**Problem statement**
Those lines of the records that contain "JSON" are to be located and copied.

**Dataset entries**

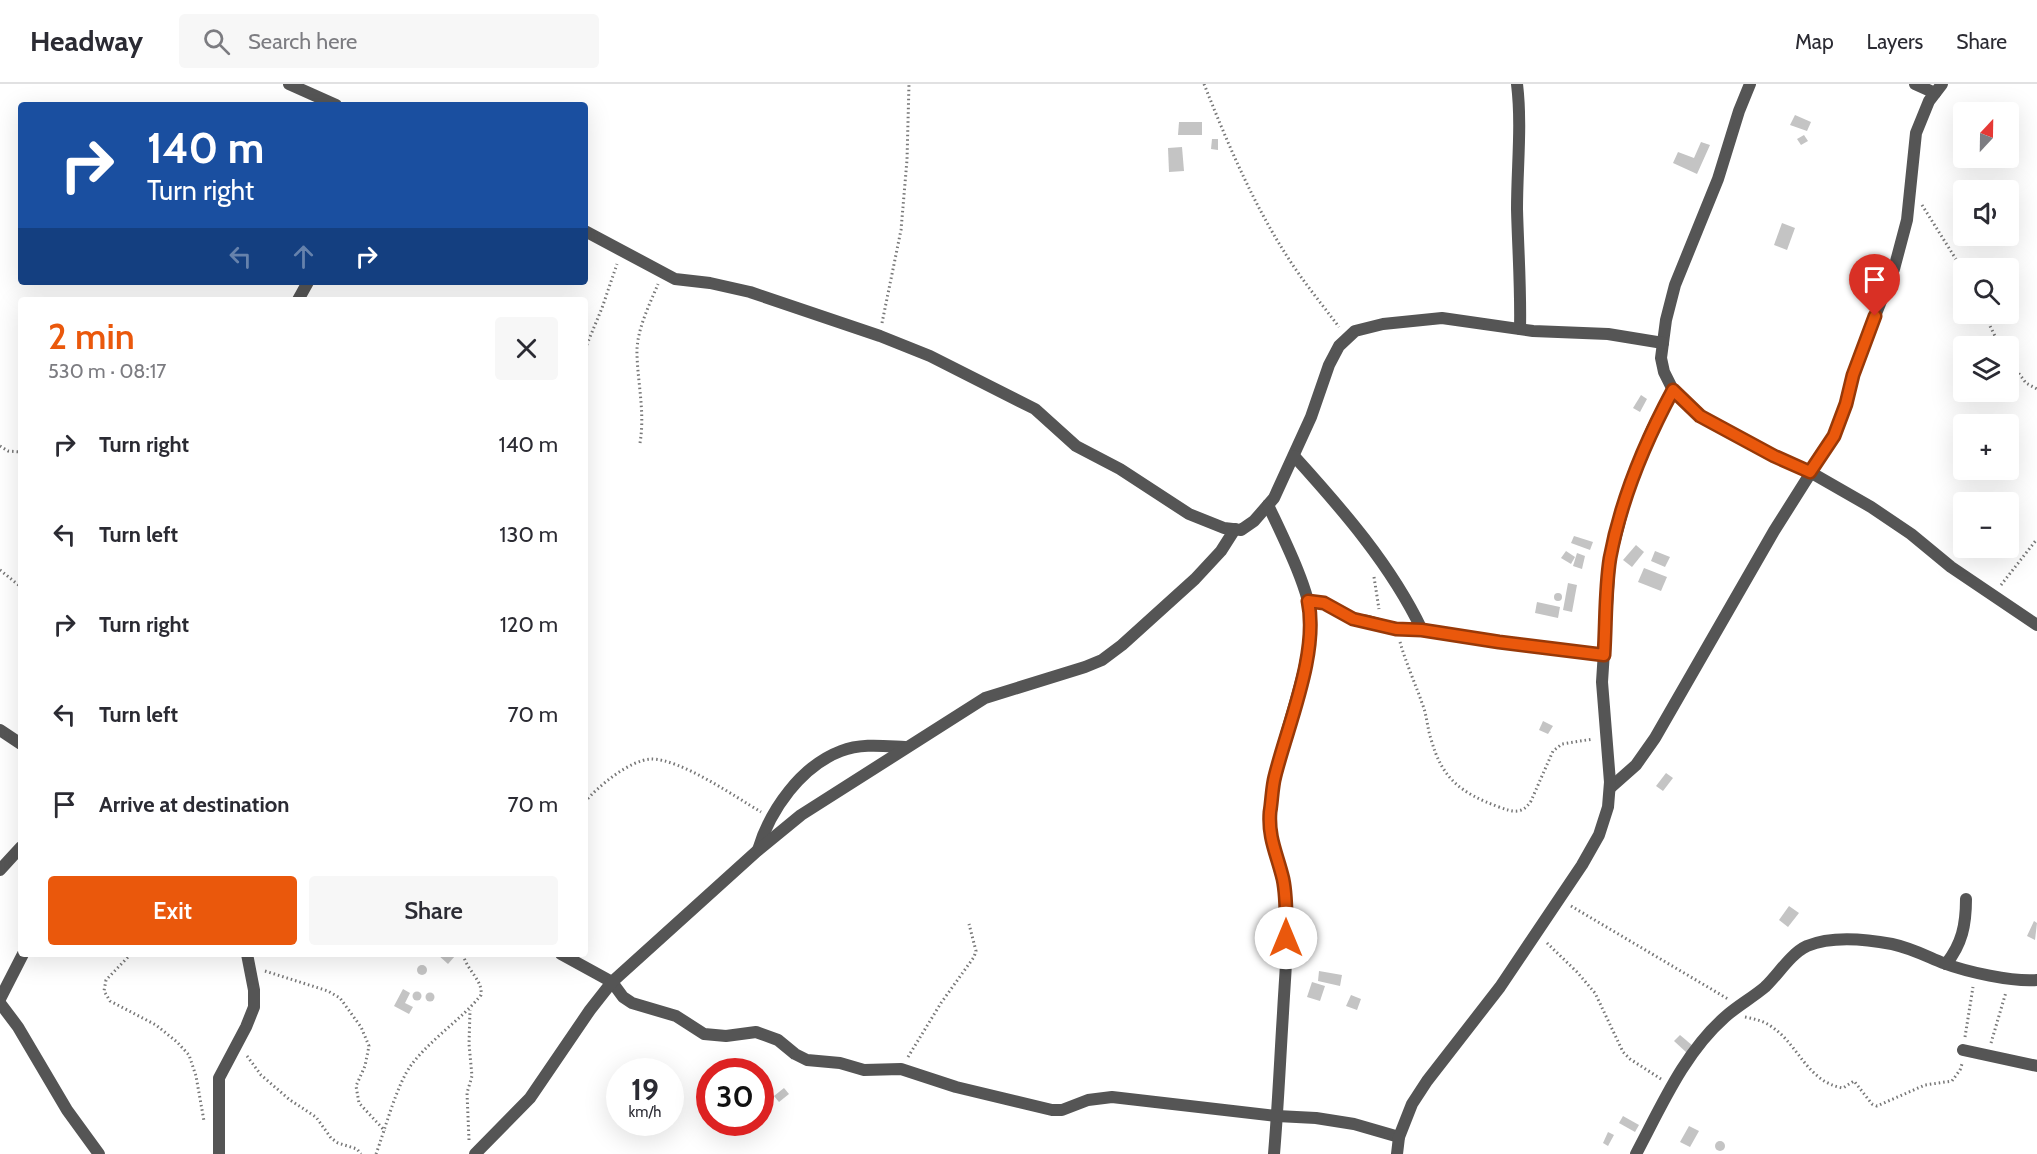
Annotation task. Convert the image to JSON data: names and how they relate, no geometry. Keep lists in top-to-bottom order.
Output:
{
  "north": "top",
  "page": {
    "header": "Headway",
    "search": "Search here",
    "nav": ["Map", "Layers", "Share"],
    "map_buttons": ["+", "−"],
    "turn": ["140 m", "Turn right"],
    "heading": ["2 min", "530 m · 08:17"],
    "list": [
      {
        "name": "Turn right",
        "value": "140 m"
      },
      {
        "name": "Turn left",
        "value": "130 m"
      },
      {
        "name": "Turn right",
        "value": "120 m"
      },
      {
        "name": "Turn left",
        "value": "70 m"
      },
      {
        "name": "Arrive at destination",
        "value": "70 m"
      }
    ],
    "buttons": ["Exit", "Share"],
    "speed": "19 km/h",
    "limit": "30"
  }
}
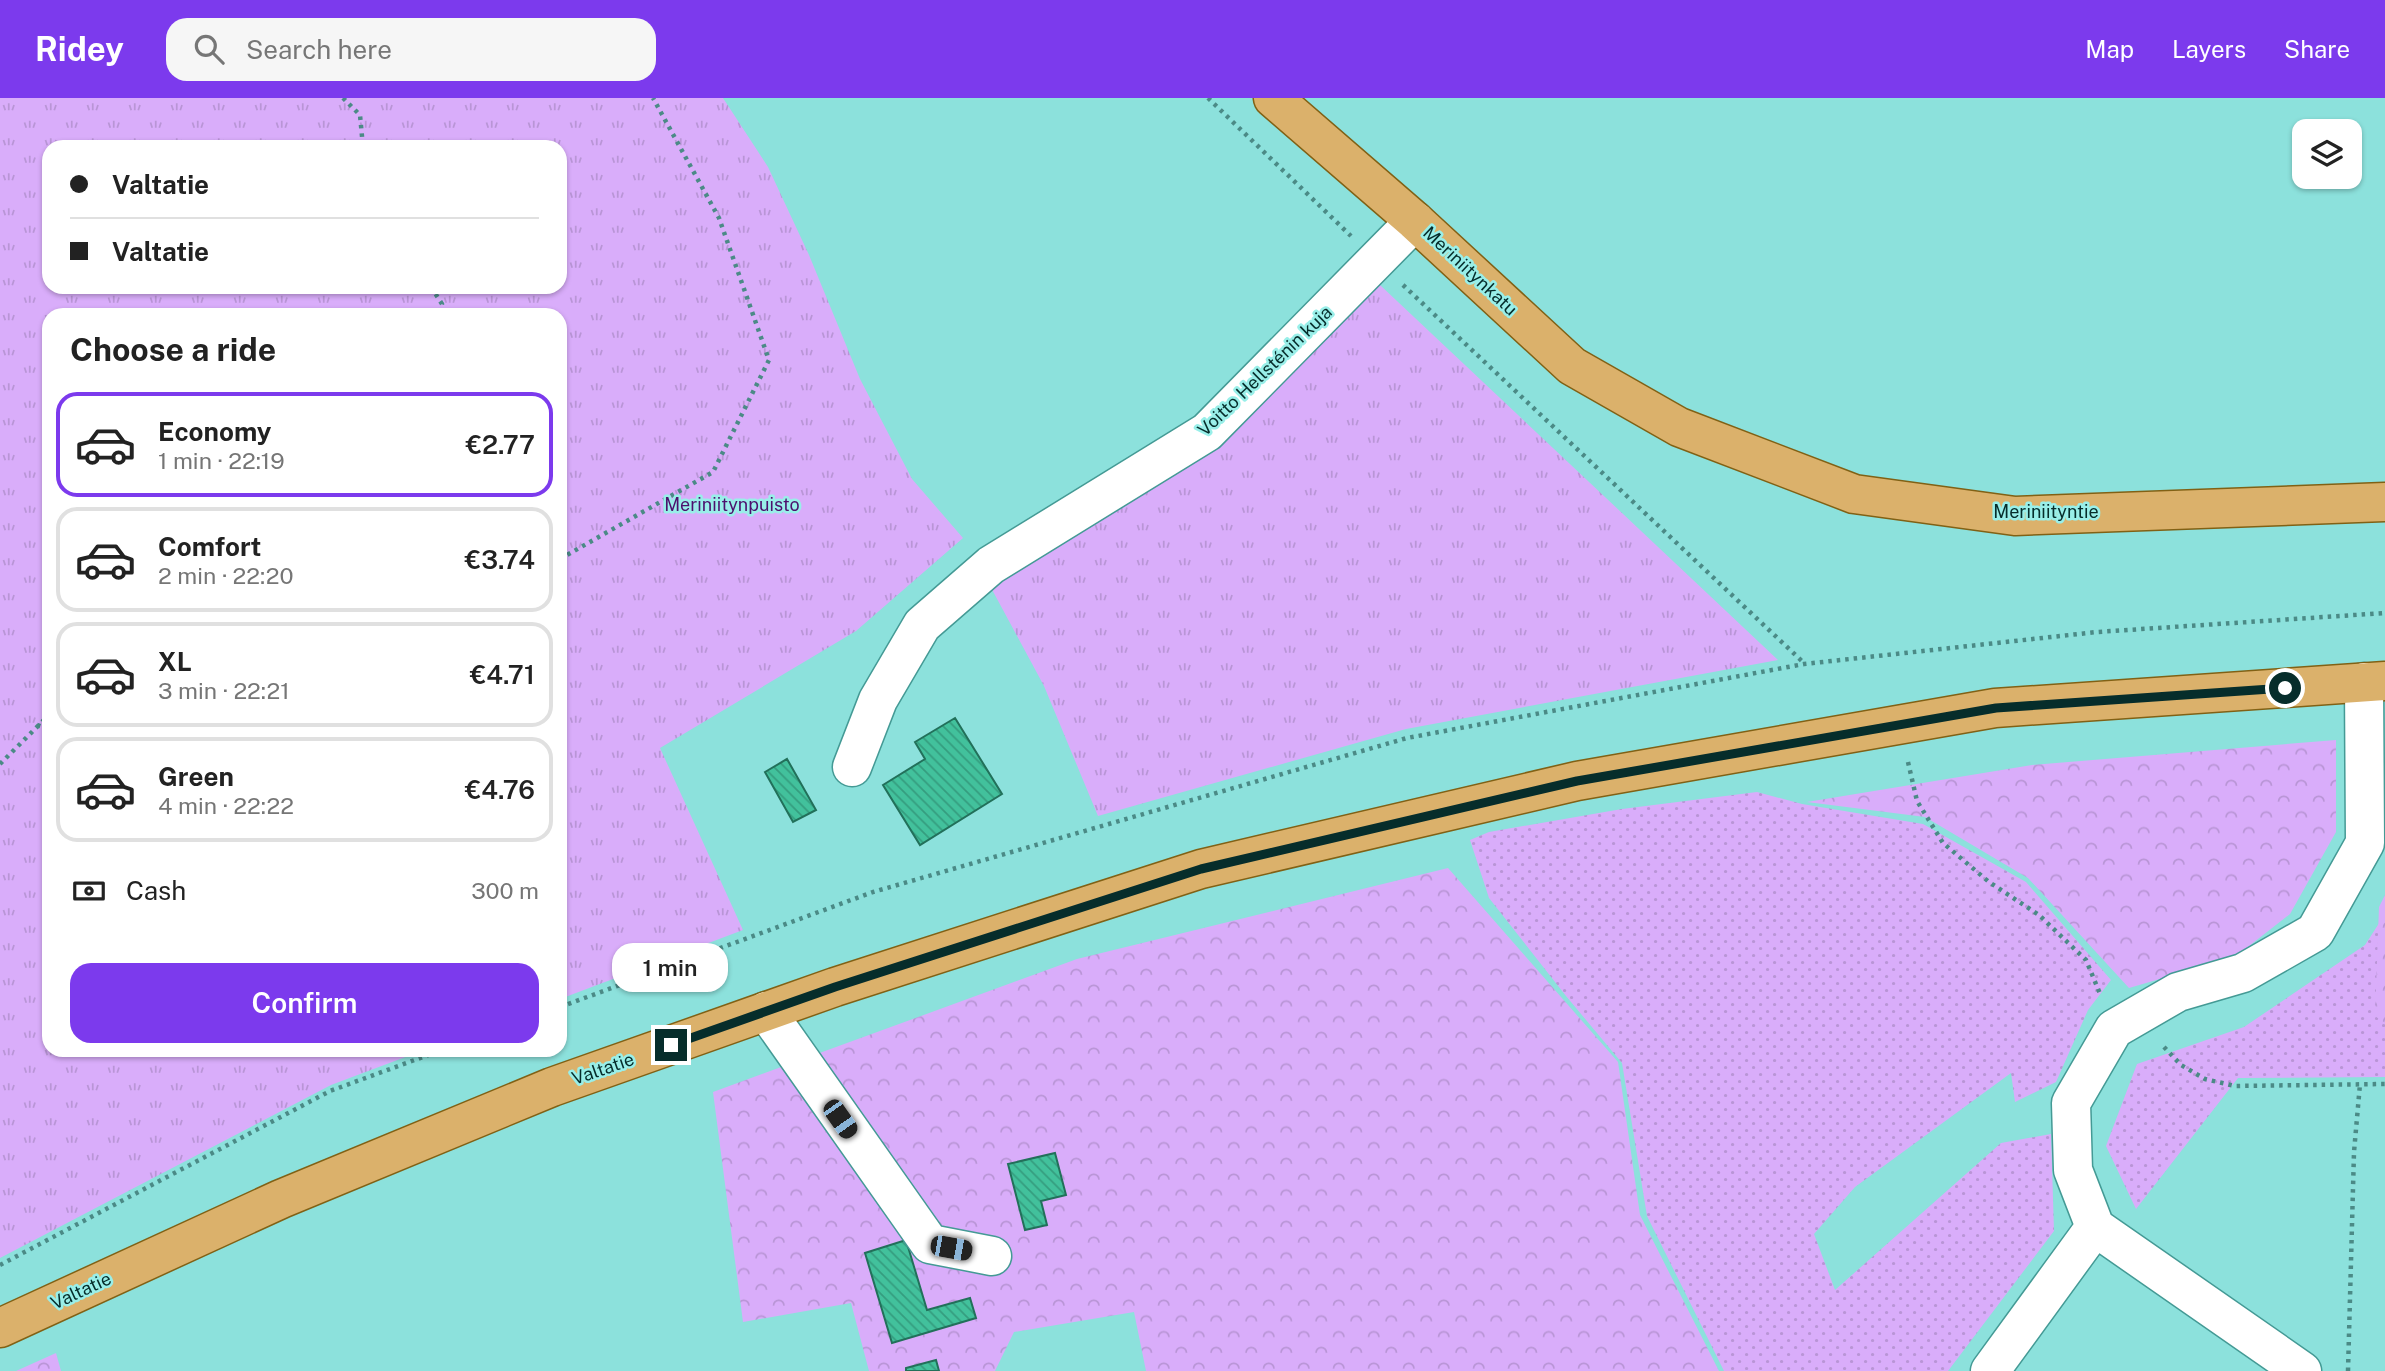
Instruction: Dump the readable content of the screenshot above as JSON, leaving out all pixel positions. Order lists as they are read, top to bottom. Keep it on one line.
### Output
{"streets":{"main road":["Meriniitynkatu","Meriniityntie","Valtatie"],"street":["Voitto Hellsténin kuja"]},"crossings":[["Meriniitynkatu","Voitto Hellsténin kuja"],["Meriniitynkatu","Meriniityntie"]],"parks":["Meriniitynpuisto"],"page":{"header":"Ridey","search":"Search here","nav":["Map","Layers","Share"],"banner":["Valtatie","Valtatie"],"heading":"Choose a ride","list":[{"name":"Economy","note":"1 min · 22:19","value":"€2.77"},{"name":"Comfort","note":"2 min · 22:20","value":"€3.74"},{"name":"XL","note":"3 min · 22:21","value":"€4.71"},{"name":"Green","note":"4 min · 22:22","value":"€4.76"}],"pay":["Cash","300 m"],"bubble":"1 min","buttons":"Confirm"}}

**The completed task**
Annotation task. Convert the image to JSON data: names and how they relate, no geometry. Keep lists in top-to-bottom order.
Instruction: Dump the readable content of the screenshot above as JSON, leaving out all pixel positions. Order lists as they are read, top to bottom. Keep it on one line.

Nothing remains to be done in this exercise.